Richard Luecke, Scuttle your ships before advancing

Oxford University Press 1994

Mars, the Bringer of War

Change is good: everything must change. One thing we learn, when we are young, is that many things change. At work, we experience change. In fact throughout our lives, change is present - continuously.

Is change bad? Generally the reason change is seen or described as bad, is because we have little or no control over the change. In fact, is it ‘change’ itself, or is it the rate of change that causes pain? Change is typically acceptable for most people when it is controlled by that person. For example: We do not prevent ourselves from learning to drive. We do not stop ourselves from getting married because the change in lifestyle will hurt us. In both of these simple cases, the changes involved are in fact beneficial! - at least hopefully!

I firmly believe that change is good. In fact I feel this so strongly that I believe change is often good for its own sake. It does not matter if there is no reason to change: "If it ain’t broken, don’t fix it" is the quickest route to failure, being overtaken or beaten by someone else who did improve something that was performing acceptably. There is of course a risk. Life would not be fun at all without any form of risk. Changing for change sake may not always produce positive results. However, I believe that ALL experiences produce some effect that we can learn from. Even when the visible outcome may be worse than that prior to change, we can and should still learn from it.

But are we ready for change?

Our business at this company is about being first. It is not necessarily about being best. We certainly must do the best we can at what ever we do, but that is a given assumption. No one ever remembers "who came second". We have to be leaders. We have to dominate. We have to be the first. Second is nothing. Second is dead.

To be first, we must be faster and stronger than the competition. We must be more flexible, more capable than they are to cope with abnormalities. We must decide more effectively. As much as it is a competition between products, it is a competition between managers - between programmers - between every employee of the Division and that of our competitors.

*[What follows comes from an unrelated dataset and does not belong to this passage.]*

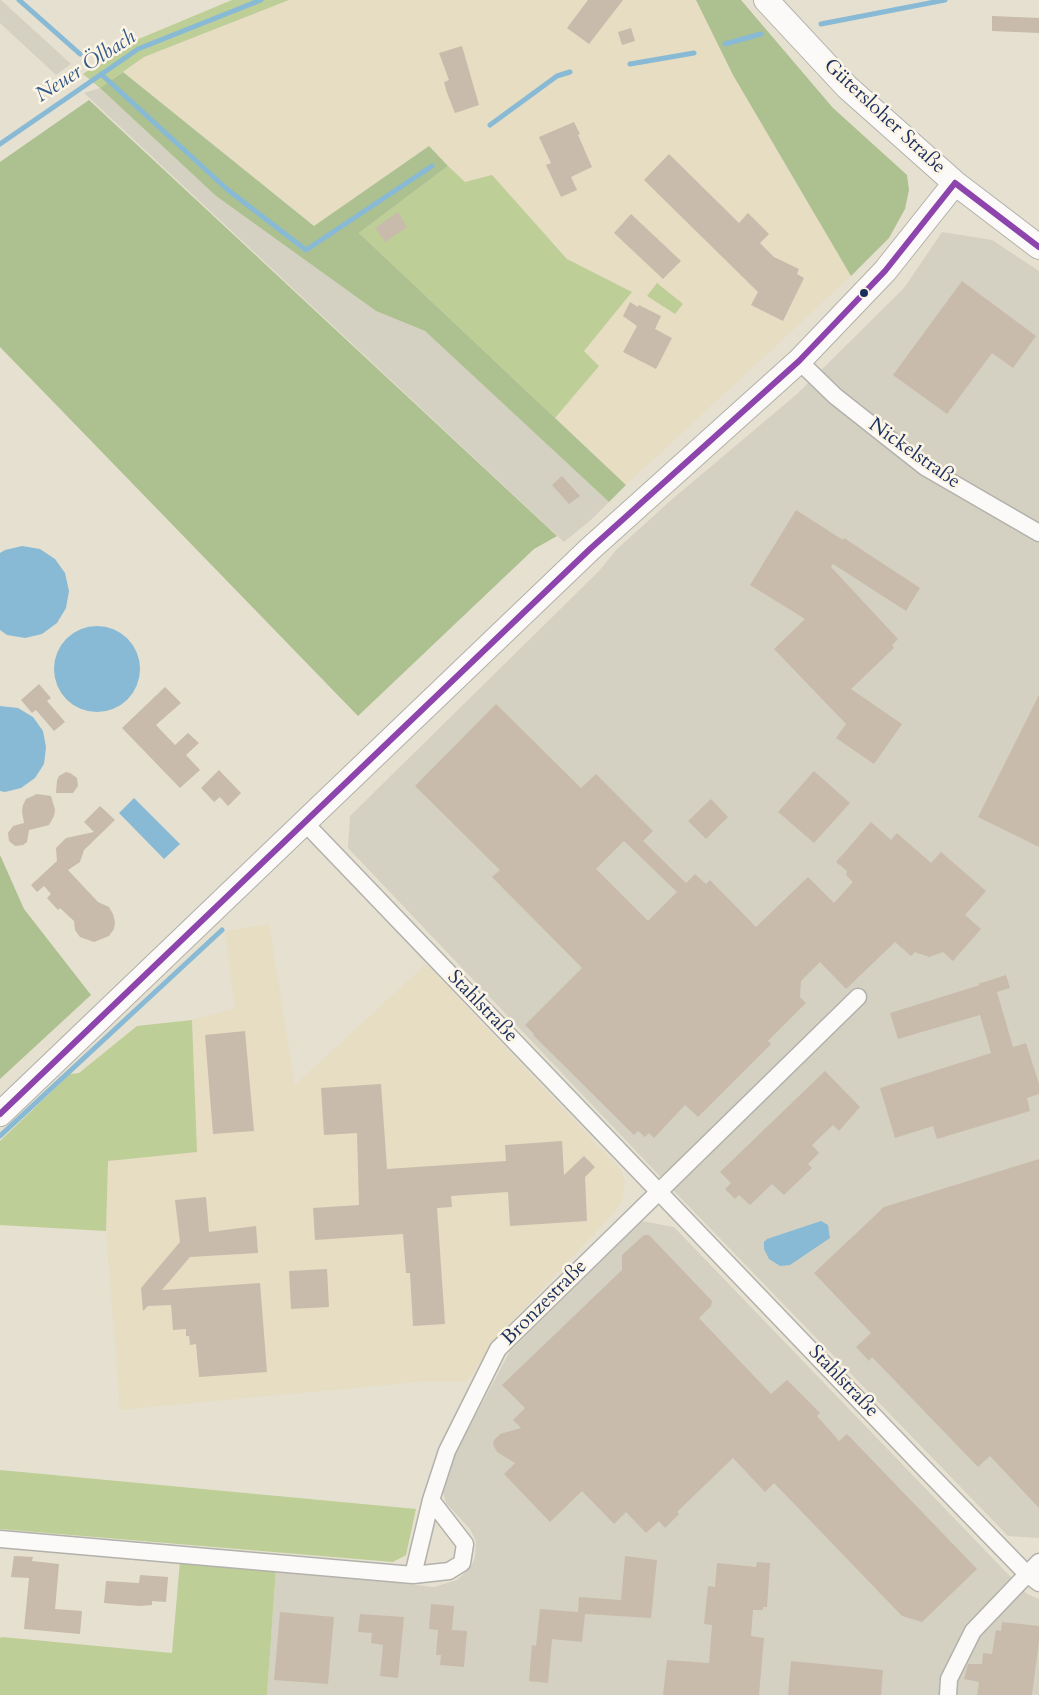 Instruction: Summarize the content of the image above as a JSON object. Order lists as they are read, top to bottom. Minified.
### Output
{"streets":{"main road":["Gütersloher Straße"],"street":["Nickelstraße","Stahlstraße","Bronzestraße"]},"crossings":[["Stahlstraße","Bronzestraße"]],"water":["Neuer Ölbach"]}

When someone turns up for work at 9 am at our office, someone at our Competitors' turns up at 8 am. When 20 people leave work at 5 pm at our company, 20 people are still hard at work in Competitorsville. While we go home and watch TV, our enemy is striving ever harder to ensure that we don’t get a pay check next month. Our goal should always focus on customers. That is also a given assumption. But as much as that is our number one focus, our economic goal is to ensure that we protect our wage packets, and ensure that employees at competitive companies have a hard time. Economically, work and business is no play ground. It is war. It is survival of the fittest. Evolution is rife within business. The keenest eye, the surest path, the strongest hand, the unerring vision, are all part of the battle. We must employ the right resources, we must utilize the right tools. We are at war. We are not at play. We must ensure that it is we who take our pay checks home every week and month.

What about wage packets? Money motivates, right?

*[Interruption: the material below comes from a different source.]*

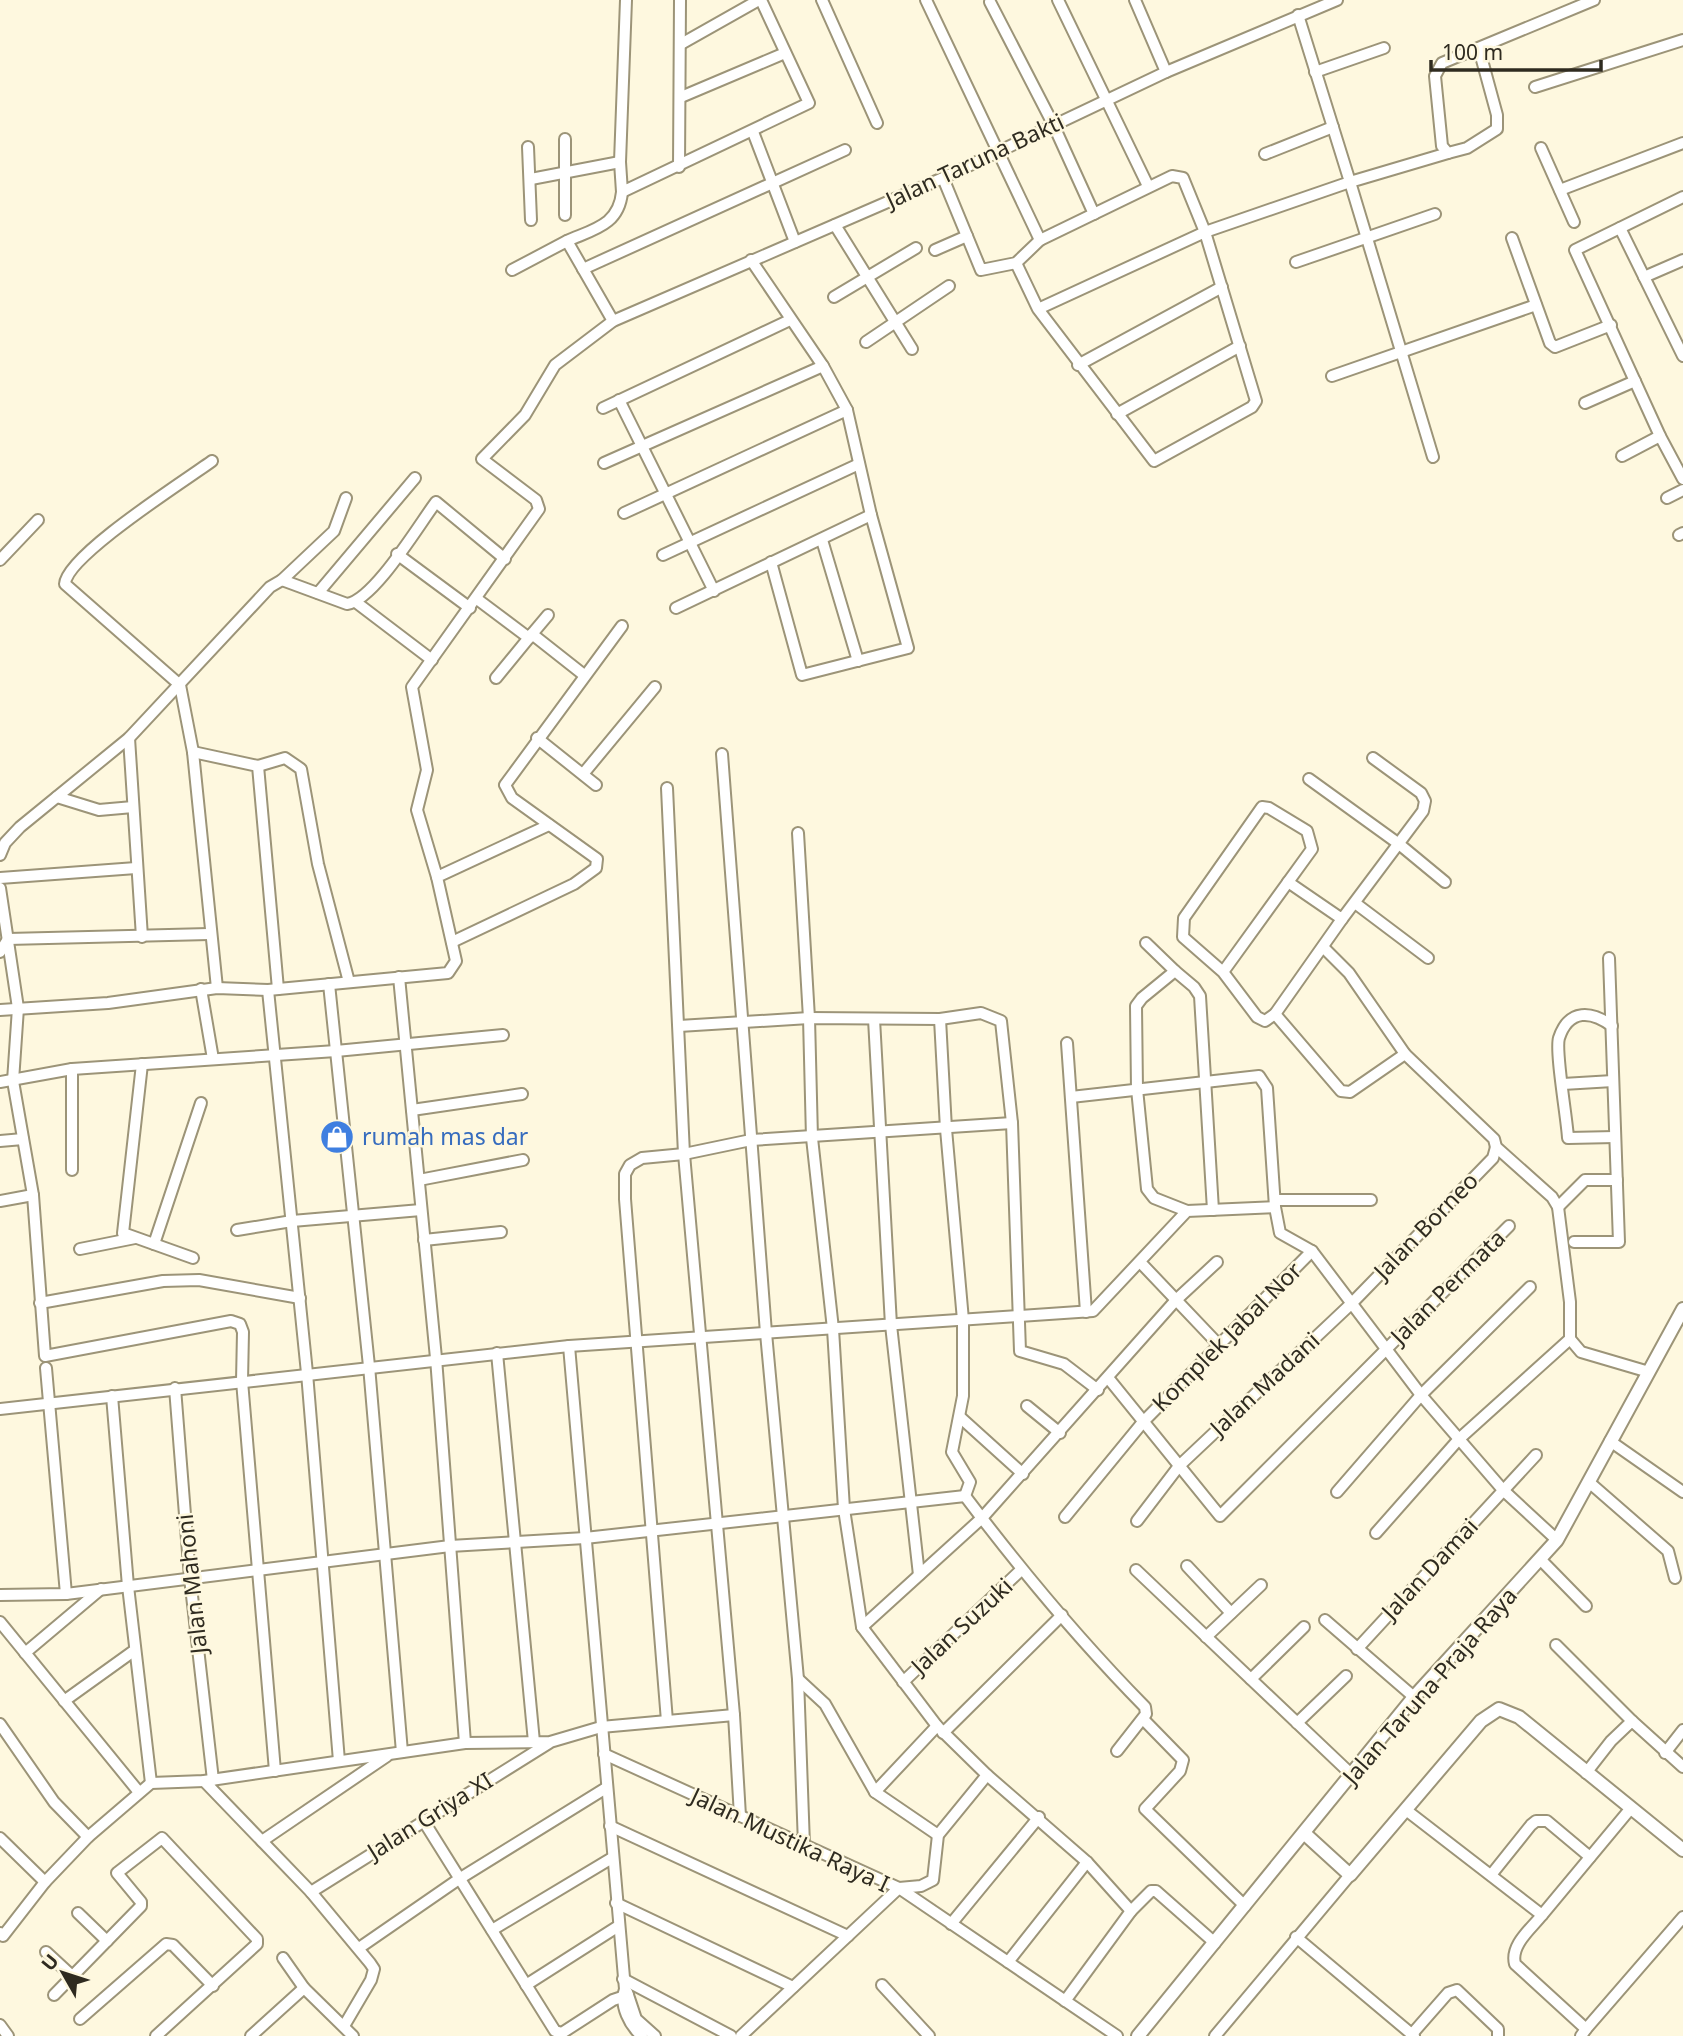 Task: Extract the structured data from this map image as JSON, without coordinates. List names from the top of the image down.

Money is a short term motivator. Everyone will do something for a price, but no one can afford to keep upping the price. However, money is certainly a de-motivator. Promising a bonus, and then delaying its payment can disrupt work patterns more readily than a day off sick.

Money is not a motivator. What people generally cherish at work, as well as in a social environment, is enrichment; recognition, praise and support. But not the out-of-character "Well Done" that may be heard some times. A real, honest recognition for the work effort put in. Recognition needs to be visible to all, so that all may share in the praise.

Enrichment is fundamental to growth. Few people like to pay for a plain meal at a fancy restaurant. Most people like a little variation in both the food that they eat as well as in the work that they do.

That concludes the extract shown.